As businesses begin to reopen nationwide, they should take note of a recently emerging litigation trend: lawsuits against employers for allegedly insufficient COVID-19 protocols and safety measures that are claimed to have imperiled employees and their family members, as well as the general public. These derivative exposure claims differ from direct exposure claims in that the family members are asserting secondhand exposure to the coronavirus through the employee.
Three such cases have received a significant amount of media coverage—one in New York against Amazon, one in Illinois against McDonald’s in which injunction proceedings are currently pending, and another filed against McDonald’s on June 16 in Oakland, California. In the New York case, Amazon employees sued the online retailer alleging that their working conditions put them and their family members at risk, including one family member who ultimately died from the derivative exposure. The allegations against McDonald’s are similar. These cases are backed by various social justice organizations, such as Fight for $15, as well as unions.
Among other bases, several of these cases are brought on a legal theory unique in this context—“public nuisance.” Essentially, the plaintiffs are arguing that the steps taken by the employers to prevent the spread of the coronavirus were inadequate, thus creating a public nuisance. In these cases, the plaintiffs primarily seek injunctive relief—e.g., to require the companies to comply with public health requirements and guidance and take more action to protect employees—rather than seeking significant monetary damages.
One reason the cases are brought under this theory is to avoid the exclusive remedy of workers’ compensation. With limited exceptions, employees are barred from suing their employer in court for damages resulting from workplace injuries or illness, but must instead seek redress through the workers’ compensation system. The plaintiffs’ framing of the issue as a “public nuisance” claim arguably takes it outside of the workers’ compensation system. Even if workers’ compensation exclusivity applies to the employees’ claims, though, it may not preclude claims by affected family members or other third parties, such as housemates of employees exposed to the coronavirus at the workplace; whether it does preclude such third-party claims would be determined on a state-by-state basis under the applicable workers’ compensation scheme.
Employers also have argued, with mixed success, that issues such as these fall within the primary jurisdiction of the Occupational Safety and Health Administration (OSHA) or the U.S. Health and Human Services Department, and should not proceed in court. The success of such an argument can depend, in part, on whether the case is pending in state or federal court.
Cases are proceeding in other jurisdictions under a negligence/wrongful death theory, such as cases brought against Tyson Foods in Texas. Those cases will hinge on whether employers owe a duty to third parties like employees’ family members. Different states impose varying standards of care upon employers with respect to the duty to protect third parties from foreseeable risks, such as secondhand exposure to the coronavirus.
Whether these pending cases will open the floodgates to litigation against employers remains to be seen. In the meantime, what can employers do to protect themselves?
Preliminarily, employers should familiarize themselves with federal, state and local requirements and guidance with respect to preventive measures, as well as industry “best practices.” Employers should implement and document compliant protocols (including training for employees and wellness screenings), and regularly update those measures as the law and recommendations change.

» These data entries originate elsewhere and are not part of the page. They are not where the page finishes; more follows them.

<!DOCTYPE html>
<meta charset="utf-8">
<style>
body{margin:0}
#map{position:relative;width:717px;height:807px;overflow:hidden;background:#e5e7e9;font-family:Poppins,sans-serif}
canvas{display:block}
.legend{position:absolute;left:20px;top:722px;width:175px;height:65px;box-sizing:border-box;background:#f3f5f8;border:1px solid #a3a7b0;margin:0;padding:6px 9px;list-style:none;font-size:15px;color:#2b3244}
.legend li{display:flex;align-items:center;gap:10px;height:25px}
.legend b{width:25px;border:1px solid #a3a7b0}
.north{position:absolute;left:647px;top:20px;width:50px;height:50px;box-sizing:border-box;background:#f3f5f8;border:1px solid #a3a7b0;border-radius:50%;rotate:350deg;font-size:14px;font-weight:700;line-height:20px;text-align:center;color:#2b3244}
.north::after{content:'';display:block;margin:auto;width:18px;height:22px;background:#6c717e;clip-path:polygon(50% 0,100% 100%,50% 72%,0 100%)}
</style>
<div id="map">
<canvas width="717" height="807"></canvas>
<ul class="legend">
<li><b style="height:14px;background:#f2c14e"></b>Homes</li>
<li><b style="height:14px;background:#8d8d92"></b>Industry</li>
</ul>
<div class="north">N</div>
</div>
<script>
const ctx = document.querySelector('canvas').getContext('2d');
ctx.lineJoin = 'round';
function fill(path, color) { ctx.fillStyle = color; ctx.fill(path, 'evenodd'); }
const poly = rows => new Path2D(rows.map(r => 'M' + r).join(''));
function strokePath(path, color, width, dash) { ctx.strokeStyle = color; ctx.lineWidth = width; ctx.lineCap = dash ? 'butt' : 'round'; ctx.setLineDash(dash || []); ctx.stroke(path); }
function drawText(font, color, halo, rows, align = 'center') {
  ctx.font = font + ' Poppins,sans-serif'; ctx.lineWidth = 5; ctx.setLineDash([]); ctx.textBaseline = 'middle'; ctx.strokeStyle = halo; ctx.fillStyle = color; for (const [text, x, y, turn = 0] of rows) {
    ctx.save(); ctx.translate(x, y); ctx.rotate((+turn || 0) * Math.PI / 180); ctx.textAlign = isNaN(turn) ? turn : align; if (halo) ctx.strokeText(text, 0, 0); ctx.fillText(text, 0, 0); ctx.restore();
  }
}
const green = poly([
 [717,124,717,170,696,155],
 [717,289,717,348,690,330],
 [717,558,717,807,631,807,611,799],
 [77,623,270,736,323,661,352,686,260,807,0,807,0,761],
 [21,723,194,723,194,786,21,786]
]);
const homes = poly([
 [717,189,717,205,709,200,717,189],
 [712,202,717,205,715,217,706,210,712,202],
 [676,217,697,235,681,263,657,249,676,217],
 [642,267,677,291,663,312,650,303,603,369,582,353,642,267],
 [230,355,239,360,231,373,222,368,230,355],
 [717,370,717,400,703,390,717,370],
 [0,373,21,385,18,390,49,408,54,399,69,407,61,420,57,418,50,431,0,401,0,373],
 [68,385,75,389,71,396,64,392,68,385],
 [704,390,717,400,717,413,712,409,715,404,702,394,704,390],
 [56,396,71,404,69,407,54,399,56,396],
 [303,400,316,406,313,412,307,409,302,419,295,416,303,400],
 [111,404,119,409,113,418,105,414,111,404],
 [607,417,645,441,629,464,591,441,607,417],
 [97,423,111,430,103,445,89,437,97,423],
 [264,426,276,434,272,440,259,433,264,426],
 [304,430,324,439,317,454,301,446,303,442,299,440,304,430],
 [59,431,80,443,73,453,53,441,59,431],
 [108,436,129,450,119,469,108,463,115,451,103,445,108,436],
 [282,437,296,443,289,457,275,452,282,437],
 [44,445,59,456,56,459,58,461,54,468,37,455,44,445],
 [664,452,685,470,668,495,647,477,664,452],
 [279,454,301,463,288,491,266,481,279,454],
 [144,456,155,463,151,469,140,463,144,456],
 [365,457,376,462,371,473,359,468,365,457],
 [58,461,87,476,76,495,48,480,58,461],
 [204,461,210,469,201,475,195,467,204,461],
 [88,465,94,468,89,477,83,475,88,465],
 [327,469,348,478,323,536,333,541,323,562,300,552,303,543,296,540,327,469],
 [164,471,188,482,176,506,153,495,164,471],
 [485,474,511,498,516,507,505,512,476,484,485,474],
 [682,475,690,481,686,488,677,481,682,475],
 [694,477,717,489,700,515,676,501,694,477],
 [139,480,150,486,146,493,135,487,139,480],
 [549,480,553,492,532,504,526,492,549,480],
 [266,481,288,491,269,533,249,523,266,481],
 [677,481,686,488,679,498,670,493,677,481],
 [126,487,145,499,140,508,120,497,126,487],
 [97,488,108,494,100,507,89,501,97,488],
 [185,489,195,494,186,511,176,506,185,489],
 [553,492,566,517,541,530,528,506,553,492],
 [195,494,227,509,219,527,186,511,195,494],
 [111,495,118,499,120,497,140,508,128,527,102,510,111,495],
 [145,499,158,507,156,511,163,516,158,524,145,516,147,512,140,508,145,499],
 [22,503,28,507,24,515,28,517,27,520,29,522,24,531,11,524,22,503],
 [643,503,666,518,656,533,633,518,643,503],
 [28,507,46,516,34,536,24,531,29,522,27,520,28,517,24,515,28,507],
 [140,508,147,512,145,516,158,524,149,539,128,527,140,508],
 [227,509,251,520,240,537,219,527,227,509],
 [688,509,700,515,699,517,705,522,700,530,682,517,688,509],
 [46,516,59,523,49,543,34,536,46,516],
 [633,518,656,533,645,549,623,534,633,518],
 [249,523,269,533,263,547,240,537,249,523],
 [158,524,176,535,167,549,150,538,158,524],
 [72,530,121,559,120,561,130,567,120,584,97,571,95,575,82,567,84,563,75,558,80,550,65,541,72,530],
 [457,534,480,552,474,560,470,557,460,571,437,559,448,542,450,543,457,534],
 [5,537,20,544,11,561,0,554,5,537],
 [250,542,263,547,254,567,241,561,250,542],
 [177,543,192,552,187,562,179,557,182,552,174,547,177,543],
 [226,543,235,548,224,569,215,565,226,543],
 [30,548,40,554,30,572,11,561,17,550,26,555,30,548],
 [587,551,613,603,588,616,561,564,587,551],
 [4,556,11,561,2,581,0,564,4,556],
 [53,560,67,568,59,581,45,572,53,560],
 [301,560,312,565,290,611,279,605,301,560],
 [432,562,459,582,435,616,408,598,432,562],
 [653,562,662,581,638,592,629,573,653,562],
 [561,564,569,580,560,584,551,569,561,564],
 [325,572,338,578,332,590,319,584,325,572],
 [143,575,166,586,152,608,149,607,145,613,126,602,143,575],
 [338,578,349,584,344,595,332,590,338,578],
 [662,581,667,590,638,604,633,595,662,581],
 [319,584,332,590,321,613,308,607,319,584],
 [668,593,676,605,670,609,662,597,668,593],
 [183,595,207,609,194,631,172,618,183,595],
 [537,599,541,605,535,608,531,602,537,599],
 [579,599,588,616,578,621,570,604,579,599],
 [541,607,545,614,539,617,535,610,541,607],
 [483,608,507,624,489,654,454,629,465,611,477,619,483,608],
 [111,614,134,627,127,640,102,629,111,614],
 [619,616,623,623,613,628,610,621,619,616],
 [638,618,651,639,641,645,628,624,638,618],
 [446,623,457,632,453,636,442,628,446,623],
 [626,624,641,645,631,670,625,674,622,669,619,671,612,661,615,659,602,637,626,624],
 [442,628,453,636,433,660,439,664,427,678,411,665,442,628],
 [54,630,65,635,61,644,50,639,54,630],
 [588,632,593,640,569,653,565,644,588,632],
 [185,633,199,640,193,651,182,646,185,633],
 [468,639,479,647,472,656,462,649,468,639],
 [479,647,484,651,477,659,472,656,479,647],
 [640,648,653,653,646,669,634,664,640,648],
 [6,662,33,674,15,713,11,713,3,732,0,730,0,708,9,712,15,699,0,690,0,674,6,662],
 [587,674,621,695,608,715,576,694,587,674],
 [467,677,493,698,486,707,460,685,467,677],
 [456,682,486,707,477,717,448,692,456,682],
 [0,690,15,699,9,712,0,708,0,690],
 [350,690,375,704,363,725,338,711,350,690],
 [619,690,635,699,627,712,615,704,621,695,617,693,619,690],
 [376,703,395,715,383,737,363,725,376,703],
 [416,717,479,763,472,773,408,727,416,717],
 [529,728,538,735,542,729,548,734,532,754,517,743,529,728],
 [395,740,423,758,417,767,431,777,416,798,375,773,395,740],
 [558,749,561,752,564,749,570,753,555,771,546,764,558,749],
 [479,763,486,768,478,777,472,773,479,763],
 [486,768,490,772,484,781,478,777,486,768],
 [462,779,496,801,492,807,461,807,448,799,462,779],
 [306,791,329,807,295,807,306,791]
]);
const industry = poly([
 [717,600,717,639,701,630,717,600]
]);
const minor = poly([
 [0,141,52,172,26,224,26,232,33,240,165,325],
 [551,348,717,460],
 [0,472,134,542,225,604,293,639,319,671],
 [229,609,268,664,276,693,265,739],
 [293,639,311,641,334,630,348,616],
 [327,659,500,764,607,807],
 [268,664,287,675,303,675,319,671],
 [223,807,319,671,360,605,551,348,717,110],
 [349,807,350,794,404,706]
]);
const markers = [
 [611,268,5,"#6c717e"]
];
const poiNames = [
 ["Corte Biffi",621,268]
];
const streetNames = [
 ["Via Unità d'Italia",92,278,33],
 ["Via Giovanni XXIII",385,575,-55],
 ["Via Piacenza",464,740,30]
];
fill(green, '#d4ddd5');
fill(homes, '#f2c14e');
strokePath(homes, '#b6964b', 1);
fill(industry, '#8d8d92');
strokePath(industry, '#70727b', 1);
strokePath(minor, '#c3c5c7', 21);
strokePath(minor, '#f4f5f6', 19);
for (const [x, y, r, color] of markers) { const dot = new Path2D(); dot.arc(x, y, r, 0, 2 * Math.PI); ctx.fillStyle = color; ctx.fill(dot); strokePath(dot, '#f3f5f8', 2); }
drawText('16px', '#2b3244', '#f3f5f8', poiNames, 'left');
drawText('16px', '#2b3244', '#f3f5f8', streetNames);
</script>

These include protocols for employees who are symptomatic, have tested positive or otherwise may have been exposed to the coronavirus. Policies also should include information for employees on how to limit secondhand exposure (e.g., with respect to housemates and family members). Such measures include self-quarantining in a separate room, limiting physical contact, wearing a mask, wiping down any surfaces touched in shared rooms (such as a bathroom) and having others prepare the affected individual’s food to avoid contaminating a shared kitchen.
When an employee is diagnosed with or suspected of having COVID-19, in addition to excluding the employee from the premises immediately, the employer should promptly conduct an assessment of the potential work-relatedness of the infection or suspected infection. (Click here for a link to our prior article on this issue.) This is essential not just to refute third-party claims of liability, but also to obtain information needed to satisfy OSHA reporting requirements. The employer should immediately trace the contact the affected employee may have had recently with other employees (as well as customers, visitors, etc.), and take appropriate action with respect to those individuals, which may include requesting that they get tested and reminding them about how to limit secondhand exposure.
Employees also should be encouraged to promptly report any concerns or suggestions they have regarding coronavirus-related safety measures in the workplace, and a procedure should be in place to promptly assess and address those concerns and suggestions as appropriate. Often, it's the individuals “in the trenches” who have the most practical ideas for safety measures.
By implementing proactive preventive measures, and taking swift and appropriate action where there is a confirmed or suspected case of COVID-19 in the workplace, employers can mitigate their potential liability for secondhand exposure.
Information is changing daily and some of the content included in this alert may have changed or been updated since publication.